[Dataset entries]
⟨

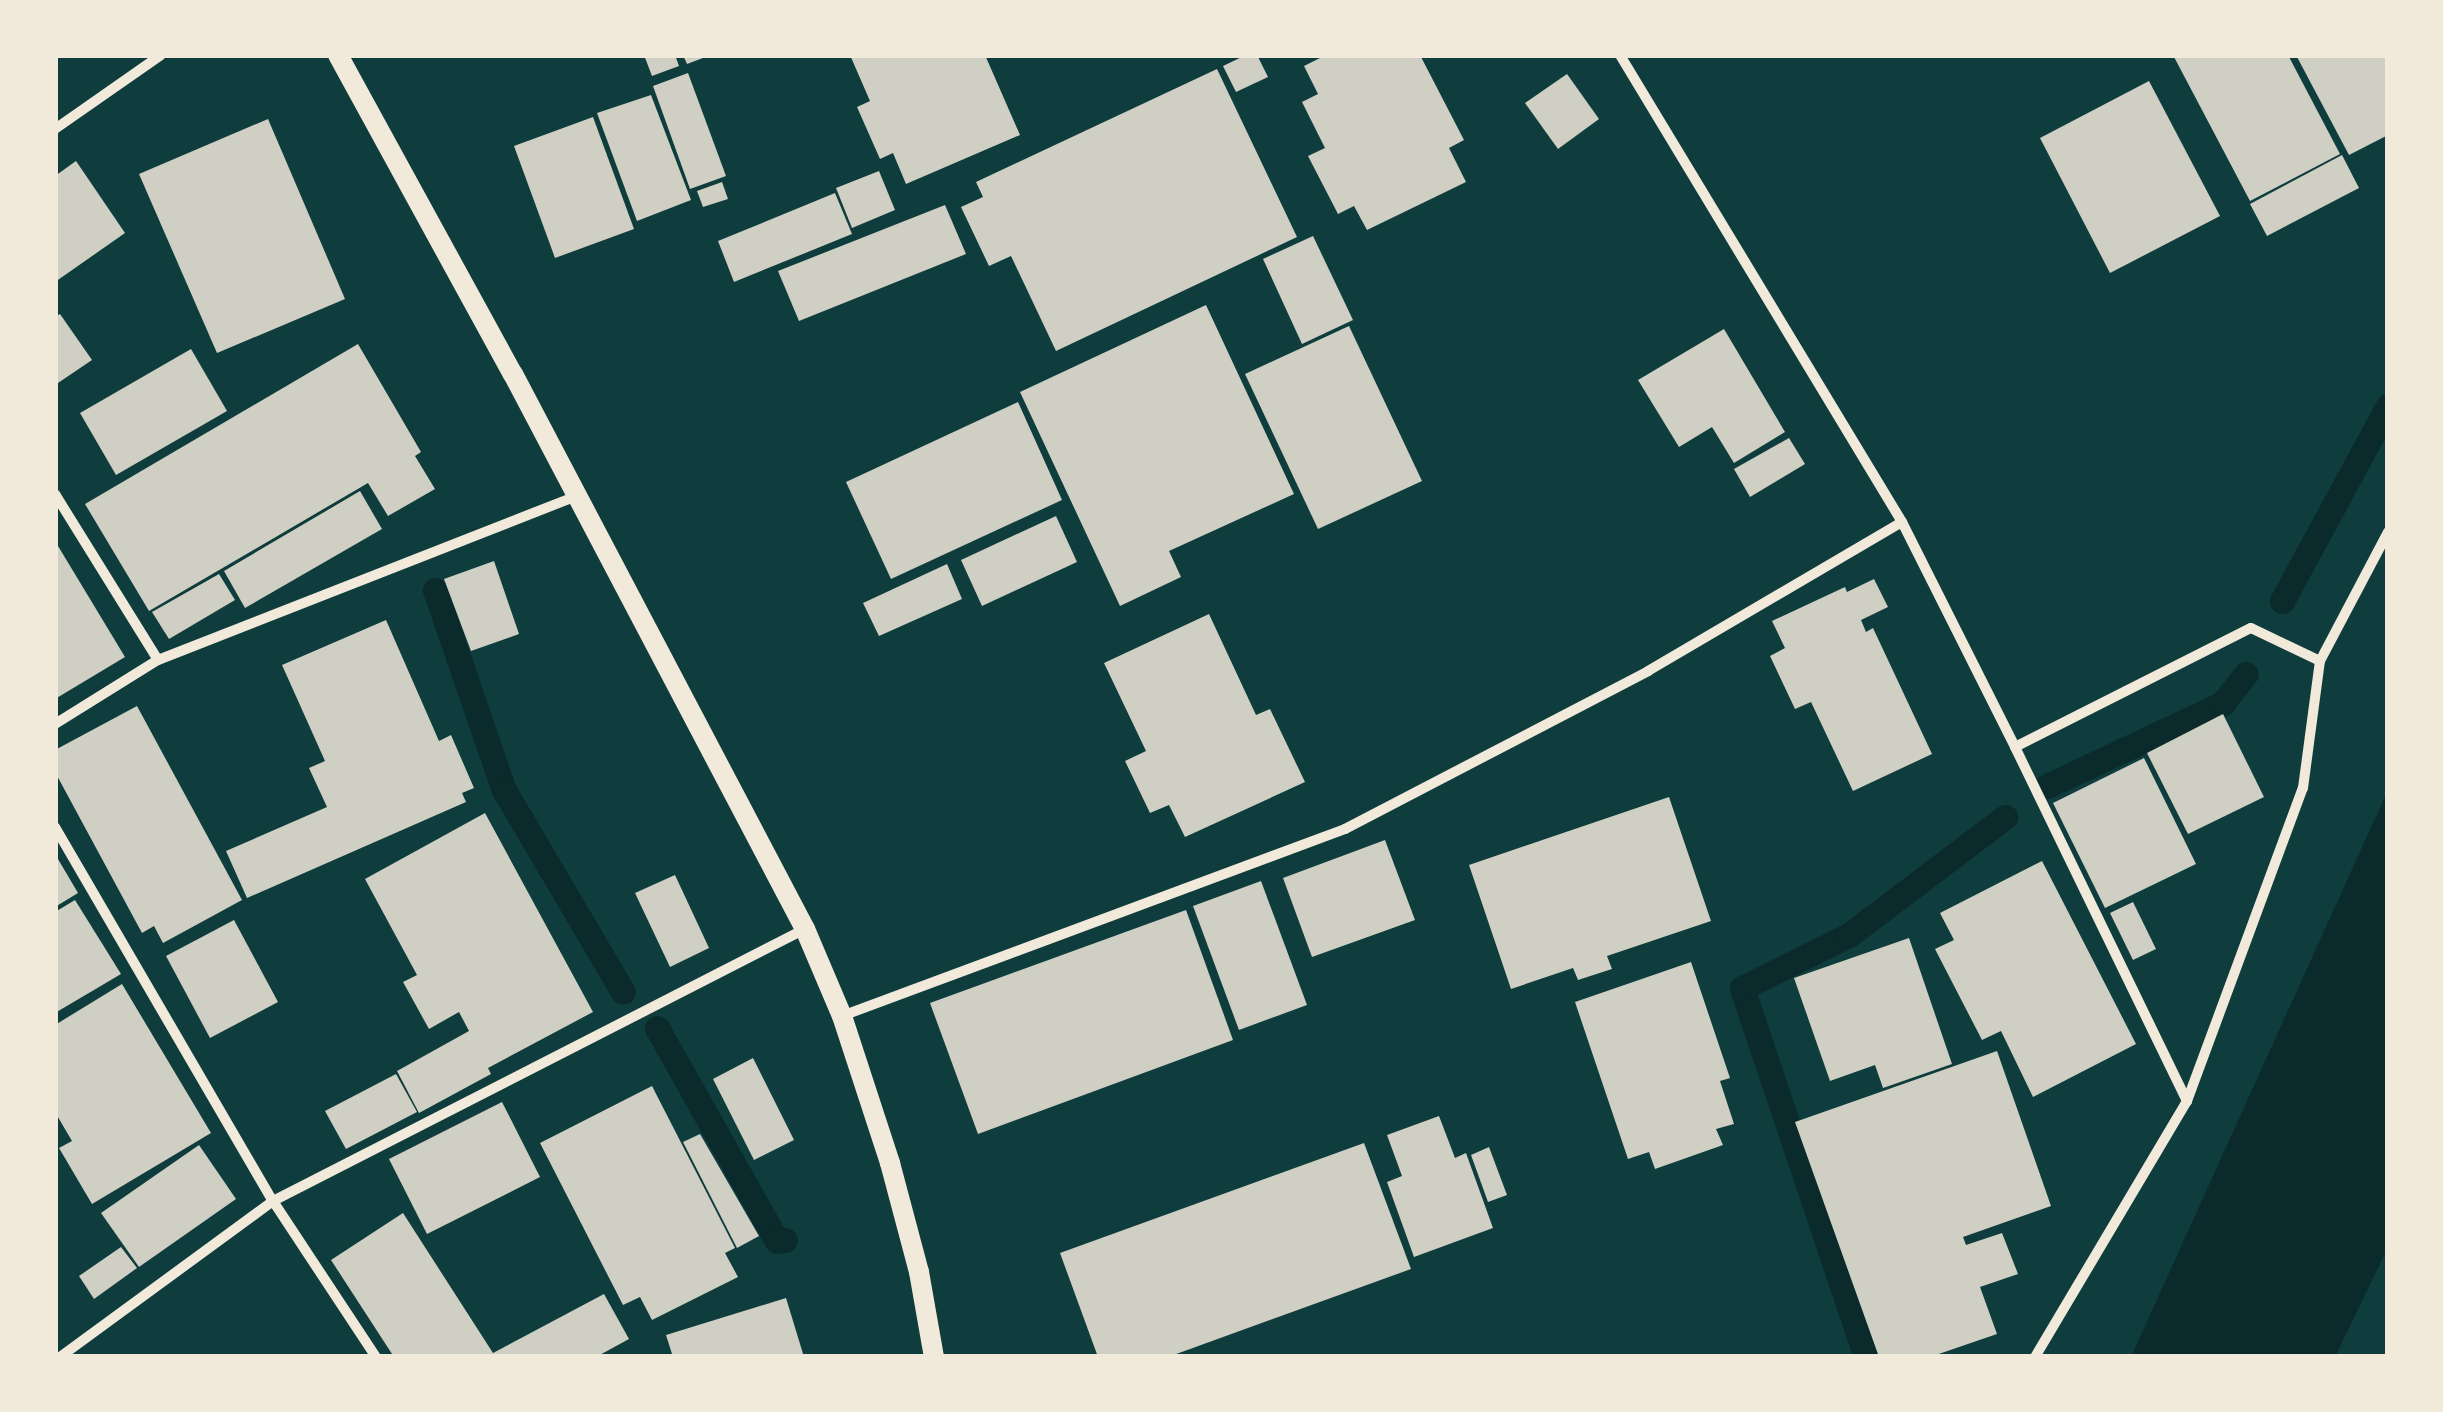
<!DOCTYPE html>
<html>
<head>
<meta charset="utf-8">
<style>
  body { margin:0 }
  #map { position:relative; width:2443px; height:1412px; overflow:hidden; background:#0f3d3e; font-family:"Public Sans",sans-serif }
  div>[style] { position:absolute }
  .water>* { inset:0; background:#0a2a2b }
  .stream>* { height:25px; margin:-12.5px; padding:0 12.5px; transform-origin:12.5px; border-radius:12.5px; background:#0a2a2b }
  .building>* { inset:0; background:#cfcfc3 }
  .minor>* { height:10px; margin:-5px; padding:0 5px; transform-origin:5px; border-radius:5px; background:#f1e9da }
  .secondary>* { height:20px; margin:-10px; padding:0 10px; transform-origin:10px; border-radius:10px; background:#f1e9da }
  span { translate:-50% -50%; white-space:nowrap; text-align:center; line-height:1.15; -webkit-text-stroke:8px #f1e9da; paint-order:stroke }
  .frame { position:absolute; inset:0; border:58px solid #f1e9da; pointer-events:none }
</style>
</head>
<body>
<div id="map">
  <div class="water">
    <div style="clip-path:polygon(2388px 790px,2388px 1247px,2335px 1357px,2131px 1357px)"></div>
  </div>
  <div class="stream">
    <div style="left:435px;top:590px;width:212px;rotate:71deg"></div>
    <div style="left:504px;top:790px;width:234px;rotate:59.5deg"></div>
    <div style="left:2282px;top:601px;width:222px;rotate:-61.5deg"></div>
    <div style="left:2047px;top:786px;width:195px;rotate:-25.2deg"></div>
    <div style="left:2223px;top:703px;width:37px;rotate:-52deg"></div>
    <div style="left:657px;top:1028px;width:244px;rotate:60.6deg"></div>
    <div style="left:777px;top:1241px;width:8px;rotate:-7deg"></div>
    <div style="left:1866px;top:1357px;width:389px;rotate:-108.6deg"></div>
    <div style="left:1742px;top:988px;width:119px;rotate:-26.4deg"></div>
    <div style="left:1849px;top:935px;width:196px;rotate:-37.1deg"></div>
  </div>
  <div class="building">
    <div style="clip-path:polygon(644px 55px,675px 55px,679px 66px,652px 76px)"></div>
    <div style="clip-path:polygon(683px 55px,711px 55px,687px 64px)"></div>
    <div style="clip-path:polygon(850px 55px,985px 55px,1020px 135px,906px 184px,893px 153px,880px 159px,857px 107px,870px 101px)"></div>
    <div style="clip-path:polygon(1246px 55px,1257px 55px,1268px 77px,1236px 92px,1223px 66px)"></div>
    <div style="clip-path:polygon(1326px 55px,1420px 55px,1464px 140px,1449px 148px,1466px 182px,1367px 230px,1354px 206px,1338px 214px,1308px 156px,1325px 148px,1302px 102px,1318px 94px,1304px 66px)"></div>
    <div style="clip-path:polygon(2173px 55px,2288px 55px,2340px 154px,2250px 201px)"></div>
    <div style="clip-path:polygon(2296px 55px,2388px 55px,2388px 135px,2349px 155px)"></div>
    <div style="clip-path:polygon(1217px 69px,1297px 237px,1056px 351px,1011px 256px,989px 266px,961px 207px,983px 197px,976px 182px)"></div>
    <div style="clip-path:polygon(688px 73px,726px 176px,690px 189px,653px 86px)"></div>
    <div style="clip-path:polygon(1567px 74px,1599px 119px,1558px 149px,1525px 103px)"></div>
    <div style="clip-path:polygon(2149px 81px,2220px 216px,2110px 273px,2040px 138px)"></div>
    <div style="clip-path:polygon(651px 95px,691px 200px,637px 221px,597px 113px)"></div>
    <div style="clip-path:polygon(593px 117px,634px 229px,555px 258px,514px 146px)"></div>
    <div style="clip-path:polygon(268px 119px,345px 299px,217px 353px,139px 174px)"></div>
    <div style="clip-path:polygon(2342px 155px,2359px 188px,2267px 236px,2250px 204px)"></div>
    <div style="clip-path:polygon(76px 161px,125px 233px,55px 282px,55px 176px)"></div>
    <div style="clip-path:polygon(879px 171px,895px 210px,852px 228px,836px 188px)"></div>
    <div style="clip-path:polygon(722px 182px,728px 199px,703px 207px,697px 191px)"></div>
    <div style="clip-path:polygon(835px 193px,852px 234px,734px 282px,718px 241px)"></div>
    <div style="clip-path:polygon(945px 205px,966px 254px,799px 321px,778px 271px)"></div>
    <div style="clip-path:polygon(1313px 236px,1353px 320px,1302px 344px,1263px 259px)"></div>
    <div style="clip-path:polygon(1206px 305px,1294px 494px,1169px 551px,1181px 577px,1120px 606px,1020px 392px)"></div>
    <div style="clip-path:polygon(60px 314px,92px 360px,55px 385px,55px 317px)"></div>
    <div style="clip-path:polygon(1349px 326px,1422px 481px,1318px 529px,1245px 374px)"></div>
    <div style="clip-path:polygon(1724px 329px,1785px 432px,1734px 463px,1712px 427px,1679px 447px,1638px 380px)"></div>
    <div style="clip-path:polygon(358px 344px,421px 452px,415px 456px,435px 489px,388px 516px,368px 483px,149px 611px,85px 504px)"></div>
    <div style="clip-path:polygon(191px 349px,227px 411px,116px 475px,80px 413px)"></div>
    <div style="clip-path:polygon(1018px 402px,1062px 500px,891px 579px,846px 482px)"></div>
    <div style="clip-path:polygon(1789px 438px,1805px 464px,1750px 497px,1734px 469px)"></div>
    <div style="clip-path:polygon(360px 491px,382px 529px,245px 608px,224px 571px)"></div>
    <div style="clip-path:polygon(1056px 516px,1077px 562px,982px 606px,961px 560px)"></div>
    <div style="clip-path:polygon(55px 541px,125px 657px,55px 699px)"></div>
    <div style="clip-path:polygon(494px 561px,519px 634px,471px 651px,444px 579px)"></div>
    <div style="clip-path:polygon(947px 564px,962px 599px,879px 636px,863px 603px)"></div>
    <div style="clip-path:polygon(219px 574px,235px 600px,169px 639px,152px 612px)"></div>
    <div style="clip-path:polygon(1874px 579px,1888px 607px,1861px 620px,1866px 632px,1873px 628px,1932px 754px,1853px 791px,1811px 702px,1795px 709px,1770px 656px,1785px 648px,1772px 621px,1845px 587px,1847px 592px)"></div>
    <div style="clip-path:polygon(1209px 614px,1256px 715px,1270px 709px,1305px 782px,1185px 837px,1169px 805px,1150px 813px,1125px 761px,1146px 751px,1104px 663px)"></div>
    <div style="clip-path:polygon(386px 620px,439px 741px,451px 735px,474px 788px,462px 793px,466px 802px,247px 898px,226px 851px,327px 807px,309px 768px,325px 761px,282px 665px)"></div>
    <div style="clip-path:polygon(137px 706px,242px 900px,163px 943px,154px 926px,142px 933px,55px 772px,55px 750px)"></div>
    <div style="clip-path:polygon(2223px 714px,2264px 797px,2188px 834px,2147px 753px)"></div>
    <div style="clip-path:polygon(2144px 758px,2196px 864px,2105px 908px,2053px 803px)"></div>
    <div style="clip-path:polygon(1669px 797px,1711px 921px,1607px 956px,1612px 969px,1578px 980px,1573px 968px,1511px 989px,1469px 865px)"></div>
    <div style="clip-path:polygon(485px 813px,593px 1012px,488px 1068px,491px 1074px,419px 1113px,397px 1071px,469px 1031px,459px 1012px,429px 1029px,403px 982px,417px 975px,365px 879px)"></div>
    <div style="clip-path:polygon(1385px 840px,1415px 920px,1312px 957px,1283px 878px)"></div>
    <div style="clip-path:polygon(55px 854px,78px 893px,55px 907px)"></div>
    <div style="clip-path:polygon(2042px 861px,2136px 1044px,2033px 1097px,2001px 1031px,1982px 1040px,1935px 949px,1954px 940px,1940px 913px)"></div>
    <div style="clip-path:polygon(675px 875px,709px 948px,670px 967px,635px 893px)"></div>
    <div style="clip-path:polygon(1261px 881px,1307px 1005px,1239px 1030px,1193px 906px)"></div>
    <div style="clip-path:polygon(75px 900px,121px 974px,55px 1013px,55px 912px)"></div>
    <div style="clip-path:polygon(2133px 902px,2156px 949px,2133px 960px,2110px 913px)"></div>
    <div style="clip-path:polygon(1186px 910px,1233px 1040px,978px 1134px,930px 1003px)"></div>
    <div style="clip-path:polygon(234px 920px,278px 1002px,210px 1038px,166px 956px)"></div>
    <div style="clip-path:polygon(1909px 938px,1952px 1064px,1883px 1088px,1875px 1065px,1830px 1081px,1794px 978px)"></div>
    <div style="clip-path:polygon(1691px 962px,1730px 1078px,1720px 1081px,1734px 1124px,1716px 1129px,1723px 1145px,1655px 1169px,1649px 1152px,1628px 1159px,1575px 1002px)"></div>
    <div style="clip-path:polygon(122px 984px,211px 1133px,92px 1204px,59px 1148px,72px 1141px,55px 1112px,55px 1025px)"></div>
    <div style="clip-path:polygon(1997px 1051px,2051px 1206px,1963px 1237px,1966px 1245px,2002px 1233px,2018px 1274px,1980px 1287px,1997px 1334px,1930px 1357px,1879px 1357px,1795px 1122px)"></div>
    <div style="clip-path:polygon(753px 1058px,794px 1140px,754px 1160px,713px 1079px)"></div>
    <div style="clip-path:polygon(396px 1074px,417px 1112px,346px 1149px,325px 1111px)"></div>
    <div style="clip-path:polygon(652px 1086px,735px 1248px,725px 1253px,738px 1277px,652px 1320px,640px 1297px,623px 1305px,540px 1143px)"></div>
    <div style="clip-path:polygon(502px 1102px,540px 1177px,427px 1234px,389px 1159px)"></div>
    <div style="clip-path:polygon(1439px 1116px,1455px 1158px,1466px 1153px,1493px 1228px,1414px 1257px,1387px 1182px,1402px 1176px,1387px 1135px)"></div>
    <div style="clip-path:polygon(700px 1134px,759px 1236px,737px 1248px,683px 1142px)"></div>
    <div style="clip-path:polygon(1364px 1143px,1411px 1269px,1168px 1357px,1098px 1357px,1060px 1253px)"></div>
    <div style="clip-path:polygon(199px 1145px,236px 1199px,139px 1267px,101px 1213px)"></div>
    <div style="clip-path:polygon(1489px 1147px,1507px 1195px,1488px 1202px,1471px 1155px)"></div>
    <div style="clip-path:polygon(403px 1213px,493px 1353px,604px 1294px,629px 1339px,596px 1357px,394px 1357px,331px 1260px)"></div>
    <div style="clip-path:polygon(121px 1247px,137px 1268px,94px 1299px,79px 1276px)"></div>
    <div style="clip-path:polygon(786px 1298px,804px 1357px,673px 1357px,666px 1335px)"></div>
  </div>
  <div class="minor">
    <div style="left:1620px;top:55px;width:546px;rotate:58.87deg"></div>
    <div style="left:1902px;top:522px;width:252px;rotate:63.3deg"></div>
    <div style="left:2015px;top:747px;width:264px;rotate:-26.8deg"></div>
    <div style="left:2251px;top:628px;width:76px;rotate:25.6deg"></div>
    <div style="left:55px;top:129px;width:129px;rotate:-34.9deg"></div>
    <div style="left:55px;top:494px;width:195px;rotate:58.2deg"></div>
    <div style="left:55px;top:724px;width:121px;rotate:-31.9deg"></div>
    <div style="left:158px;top:660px;width:450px;rotate:-21.4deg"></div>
    <div style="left:2015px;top:747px;width:394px;rotate:64.1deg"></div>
    <div style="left:55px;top:827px;width:433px;rotate:59.8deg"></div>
    <div style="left:273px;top:1201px;width:187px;rotate:56.6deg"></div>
    <div style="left:842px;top:1016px;width:537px;rotate:-20.39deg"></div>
    <div style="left:1345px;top:829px;width:342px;rotate:-27.5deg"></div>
    <div style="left:1648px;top:671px;width:294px;rotate:-30.4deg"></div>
    <div style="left:60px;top:1357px;width:264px;rotate:-36.2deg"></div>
    <div style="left:273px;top:1201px;width:598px;rotate:-27.08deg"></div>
    <div style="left:2035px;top:1357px;width:298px;rotate:-59.3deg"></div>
    <div style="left:2187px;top:1101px;width:334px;rotate:-69.7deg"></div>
    <div style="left:2303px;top:788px;width:128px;rotate:-82.4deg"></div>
    <div style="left:2320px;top:661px;width:146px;rotate:-62.2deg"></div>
  </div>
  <div class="secondary">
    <div style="left:338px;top:55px;width:364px;rotate:61.3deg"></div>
    <div style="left:513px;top:374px;width:627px;rotate:62.25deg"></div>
    <div style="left:805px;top:929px;width:95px;rotate:67deg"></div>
    <div style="left:842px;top:1016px;width:155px;rotate:71.9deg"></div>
    <div style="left:890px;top:1163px;width:113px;rotate:75.1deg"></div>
    <div style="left:919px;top:1272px;width:86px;rotate:80deg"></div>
  </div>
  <div class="frame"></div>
</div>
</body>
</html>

⟩

Task statement:
Identify every line above that includes the word "stream", and show those lines.

Exercise output:
  .stream>* { height:25px; margin:-12.5px; padding:0 12.5px; transform-origin:12.5px; border-radius:12.5px; background:#0a2a2b }
  <div class="stream">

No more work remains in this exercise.